The Supreme Court has cautioned, “[n]o bright line separates permissible election-related regulation from unconstitutional infringements on First Amendment freedoms.” Timmons, 117 S.Ct. at 1370, 520 U.S. 351. In the present matter, it is far from clear from existing Supreme Court precedent that the Maine law is unconstitutional. Granting the relief sought by the *9Green Party calls for a major jurisprudential leap — a leap having major implications not only for Maine but for many other states. In such circumstances, I think that courts of appeals should indulge the presumption of constitutionality to which state statutes and constitutional provisions are entitled, leaving to the Supreme Court, should it so desire, the creation of the innovative constitutional jurisprudence needed to warrant such a radical initiative. I accordingly concur in affirming the judgment of the district court, but on the merits rather than on the waiver ground put forward by my colleagues.

. Unlike my colleagues, I do not perceive a "material shift in a factual position taken by plaintiff.” See supra (emphasis in original). Rather, the Green Party has refined somewhat the theory under which it claims Maine’s 5% presidential vote requirement violates the rights of its members to freely associate, as protected by the First Amendment. The situation is altogether different from the hypothetical posited by the majority, supra, in which a plaintiff shifts from arguing she was fired for a proper reason ("my boss didn’t like me”) to arguing she was fired for a wholly improper and illegal reason ("because my boss doesn’t like elderly workers such as me”). Here, there has been no such radical shift in the Green Party's argument; it has consistently argued that its members' right to organize as they "see fit” has been violated.

. Even supposing the Party is asserting a "new” argument rather than merely refining its original argument before the magistrate judge, we would not be obliged to reject deciding it. See Nat'l Ass’n of Social Workers v. Harwood, 69 F.3d 622, 627 (1st Cir.1995) (deciding "new” issue where issue was of constitutional magnitude, was purely legal in nature, and lent itself to satisfactory resolution on the existing record without further development of the facts).

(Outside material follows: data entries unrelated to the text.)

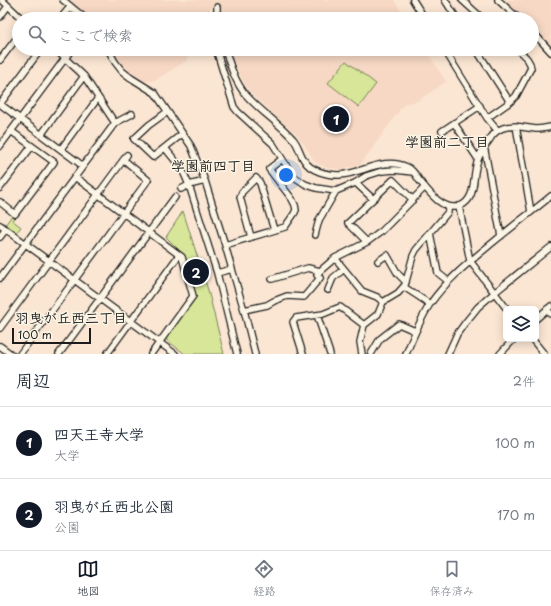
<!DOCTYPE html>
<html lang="ja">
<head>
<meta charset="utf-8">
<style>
	:root { --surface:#fff; --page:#f2f2f3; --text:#1f2937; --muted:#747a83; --line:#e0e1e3; --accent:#111827 }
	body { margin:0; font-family:"Playpen Sans","Klee One",sans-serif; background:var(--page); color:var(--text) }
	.controls { position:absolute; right:12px; bottom:12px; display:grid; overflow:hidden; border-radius:6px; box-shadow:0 2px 10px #0003 }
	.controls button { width:36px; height:36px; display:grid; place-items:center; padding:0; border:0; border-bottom:1px solid var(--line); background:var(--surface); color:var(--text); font:20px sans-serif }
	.scale { position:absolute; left:12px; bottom:10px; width:79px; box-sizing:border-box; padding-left:4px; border:2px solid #1c1c1c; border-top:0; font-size:11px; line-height:14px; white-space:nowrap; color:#1c1c1c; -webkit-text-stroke:3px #fcf5e5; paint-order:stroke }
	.you { position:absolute; left:286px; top:175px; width:14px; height:14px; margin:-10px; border:3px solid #fff; border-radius:50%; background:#1a73e8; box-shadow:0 0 0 6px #1a73e833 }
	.badge { display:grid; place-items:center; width:26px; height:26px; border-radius:50%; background:var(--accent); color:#fff; font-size:13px; font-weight:700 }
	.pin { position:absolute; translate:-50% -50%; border:2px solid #fff; box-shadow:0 1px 4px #0006 }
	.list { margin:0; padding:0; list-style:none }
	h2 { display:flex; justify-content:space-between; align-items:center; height:52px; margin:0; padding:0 16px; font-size:17px }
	h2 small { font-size:13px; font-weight:400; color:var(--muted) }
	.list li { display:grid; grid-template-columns:26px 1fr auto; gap:12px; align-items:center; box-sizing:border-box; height:72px; padding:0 16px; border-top:1px solid var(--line) }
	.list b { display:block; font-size:15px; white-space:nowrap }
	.list p { margin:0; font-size:13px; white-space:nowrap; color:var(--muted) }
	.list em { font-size:13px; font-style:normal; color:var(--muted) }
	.icon { flex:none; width:22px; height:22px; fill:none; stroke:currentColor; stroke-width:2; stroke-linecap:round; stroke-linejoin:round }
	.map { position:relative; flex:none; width:551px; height:354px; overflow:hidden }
	.search { position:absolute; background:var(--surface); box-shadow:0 2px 10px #0003; left:12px; right:12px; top:12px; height:44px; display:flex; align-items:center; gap:10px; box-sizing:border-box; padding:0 14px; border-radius:22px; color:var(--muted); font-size:15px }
	.sheet { height:196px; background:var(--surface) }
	nav { display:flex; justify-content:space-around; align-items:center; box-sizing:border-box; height:56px; border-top:1px solid var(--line); background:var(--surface); font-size:11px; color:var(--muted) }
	nav a { display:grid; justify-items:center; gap:2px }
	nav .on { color:var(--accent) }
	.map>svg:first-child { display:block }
</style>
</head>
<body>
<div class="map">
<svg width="551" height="354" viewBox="0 0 551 354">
	<rect width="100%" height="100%" fill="#fbe6d3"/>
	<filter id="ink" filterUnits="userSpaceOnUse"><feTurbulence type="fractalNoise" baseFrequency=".025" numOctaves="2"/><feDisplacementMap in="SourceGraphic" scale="8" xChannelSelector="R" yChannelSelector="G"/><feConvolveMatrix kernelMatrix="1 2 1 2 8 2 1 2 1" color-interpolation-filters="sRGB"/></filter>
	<g filter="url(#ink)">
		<path fill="#f6d8c4" d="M69,0H394L406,19H221L220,8L210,7L208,19H91Z
			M501,0H551V48L532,28V19H522Z
			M111,49H186L188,60L155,80L143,82L119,63Z
			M228,49H425L446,82L417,101L404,104L360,165L341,169L327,168L315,162L304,144L296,134L256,98L245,85L230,54Z"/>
		<path fill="#d8e699" stroke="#7a815a" d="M346,61L376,84L359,107L328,83Z
			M183,211L208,290L224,354H185L165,339L196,296L184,255L166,237Z
			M13,214L16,216L12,220L21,227L16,233L5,225Z"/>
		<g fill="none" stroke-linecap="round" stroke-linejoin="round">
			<g stroke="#1c1c1c" stroke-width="8">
				<path id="minor" d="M2,0L22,19
					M63,0L86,19
					M413,0L425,19
					M445,0L457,19
					M462,0L483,19
					M498,0L519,19
					M0,17L8,6
					M60,19L70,7
					M217,19V7
					M532,31L551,52
					M55,49L84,76L115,123
					M108,49L115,62L122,71L131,78L155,93L191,146L205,181L225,245L244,310L255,354
					M216,49L234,107L238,112L273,144L293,176L305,184L316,188L336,191L355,183L366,176L382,171L395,170L413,172
					M225,49C230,65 235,82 246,95C260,111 279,123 293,139C298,144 300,154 304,160C310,171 327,175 339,175C361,174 384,156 407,167C412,169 416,175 419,180C428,191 443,212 460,206C477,199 472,177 477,163C479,154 484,147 490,139C493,134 497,130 503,128C514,124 525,128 536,129C541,129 546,128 551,127
					M444,49L487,118L497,130
					M476,49L510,102
					M447,54L454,49
					M0,60L19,35
					M0,104L83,166
					M0,104L41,49
					M167,112L149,125L134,139L153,157L182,134
					M487,118L510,102L516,96L531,68C530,59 523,55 517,49
					M454,123L478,159
					M516,126L531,212
					M442,131L480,106
					M41,135L84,76
					M0,146L72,49
					M484,146L501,236
					M165,148L182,169L189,185L217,273L237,354
					M61,149L98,98
					M75,177L182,257L193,296L151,354
					M356,183L373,199
					M0,188L32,146
					M181,189L189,185L205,181
					M0,202L15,214L54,162L11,131
					M459,206L470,261L507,309
					M0,225L175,354
					M430,233L438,273L448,281
					M315,235L319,220L336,191
					M0,237L6,229
					M251,237L240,197L242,192L256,178L260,183L274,230
					M367,242L348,223L393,180L413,200
					M225,245L285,227L294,214L296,210L295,205L292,199L269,169L282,159
					M335,258L362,291L377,297L383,302
					M378,261L387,255L398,274L406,282
					M217,273L232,269
					M0,278L115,123L132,114
					M272,279L308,268L320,271
					M404,287L430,304
					M328,290L333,278L344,269
					M547,309L551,314
					M244,310L267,305L274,301L287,296L304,297L320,278L317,275L320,271L335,258L367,242L382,231L425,187
					M317,315L330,354
					M536,319L551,306
					M0,328L127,155
					M532,339L544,354
					M0,346L11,354
					M20,354L148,180L124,160
					M59,354L175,197
					M107,354L179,255
					M303,354L293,322L296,318L323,314L340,307L364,325
					M362,354L360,342L364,325L378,314L383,302L398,293L405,285L413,256L416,250L448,212V206
					M371,354L380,339L399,324L415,331
					M406,354C413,337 420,320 430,304C448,278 472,260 496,240C514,225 533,211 551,196
					M448,354L457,334L465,323L478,307L494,293L551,247
					M500,354L514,339"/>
			</g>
			<use href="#minor" stroke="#fcf5e5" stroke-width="5.5"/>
		</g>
	</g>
	<g text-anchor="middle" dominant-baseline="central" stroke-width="3" stroke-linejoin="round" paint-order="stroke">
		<g font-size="14" font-weight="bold" fill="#1c1c1c" stroke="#fcf5e5">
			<text x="447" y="141">学園前二丁目</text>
			<text x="213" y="165">学園前四丁目</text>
			<text x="71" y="317">羽曳が丘西三丁目</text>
		</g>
	</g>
</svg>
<div class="controls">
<button><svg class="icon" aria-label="layers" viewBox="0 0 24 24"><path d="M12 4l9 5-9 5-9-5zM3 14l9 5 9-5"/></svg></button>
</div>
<div class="scale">100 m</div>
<div class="you"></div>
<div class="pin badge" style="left:336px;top:119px">1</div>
<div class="pin badge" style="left:196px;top:272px">2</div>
<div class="search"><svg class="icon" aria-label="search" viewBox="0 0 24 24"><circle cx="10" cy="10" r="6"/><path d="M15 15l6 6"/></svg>ここで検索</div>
</div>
<section class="sheet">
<h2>周辺<small>2件</small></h2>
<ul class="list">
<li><span class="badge">1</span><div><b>四天王寺大学</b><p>大学</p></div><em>100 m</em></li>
<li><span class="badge">2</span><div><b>羽曳が丘西北公園</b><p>公園</p></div><em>170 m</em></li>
</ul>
</section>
<nav>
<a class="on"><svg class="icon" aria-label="map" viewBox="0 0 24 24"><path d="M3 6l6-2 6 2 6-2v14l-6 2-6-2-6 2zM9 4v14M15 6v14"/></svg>地図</a>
<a><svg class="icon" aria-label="directions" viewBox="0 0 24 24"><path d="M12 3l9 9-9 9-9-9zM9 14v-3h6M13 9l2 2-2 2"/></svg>経路</a>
<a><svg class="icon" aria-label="saved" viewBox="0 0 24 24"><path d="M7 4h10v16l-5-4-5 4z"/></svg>保存済み</a>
</nav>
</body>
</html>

. A further aspect of my colleagues’ opinion which I question is their failure to decide the part of the associational argument that they concede was put before and decided by the magistrate judge. Perhaps they believe that was abandoned and replaced by the "new,” waived argument, leaving the entire appeal in limbo. It seems unusual that, merely by making a somewhat more sophisticated argument in the district court and here, the Green Party could have waived not only the new argument but the one the magistrate judge actually decided.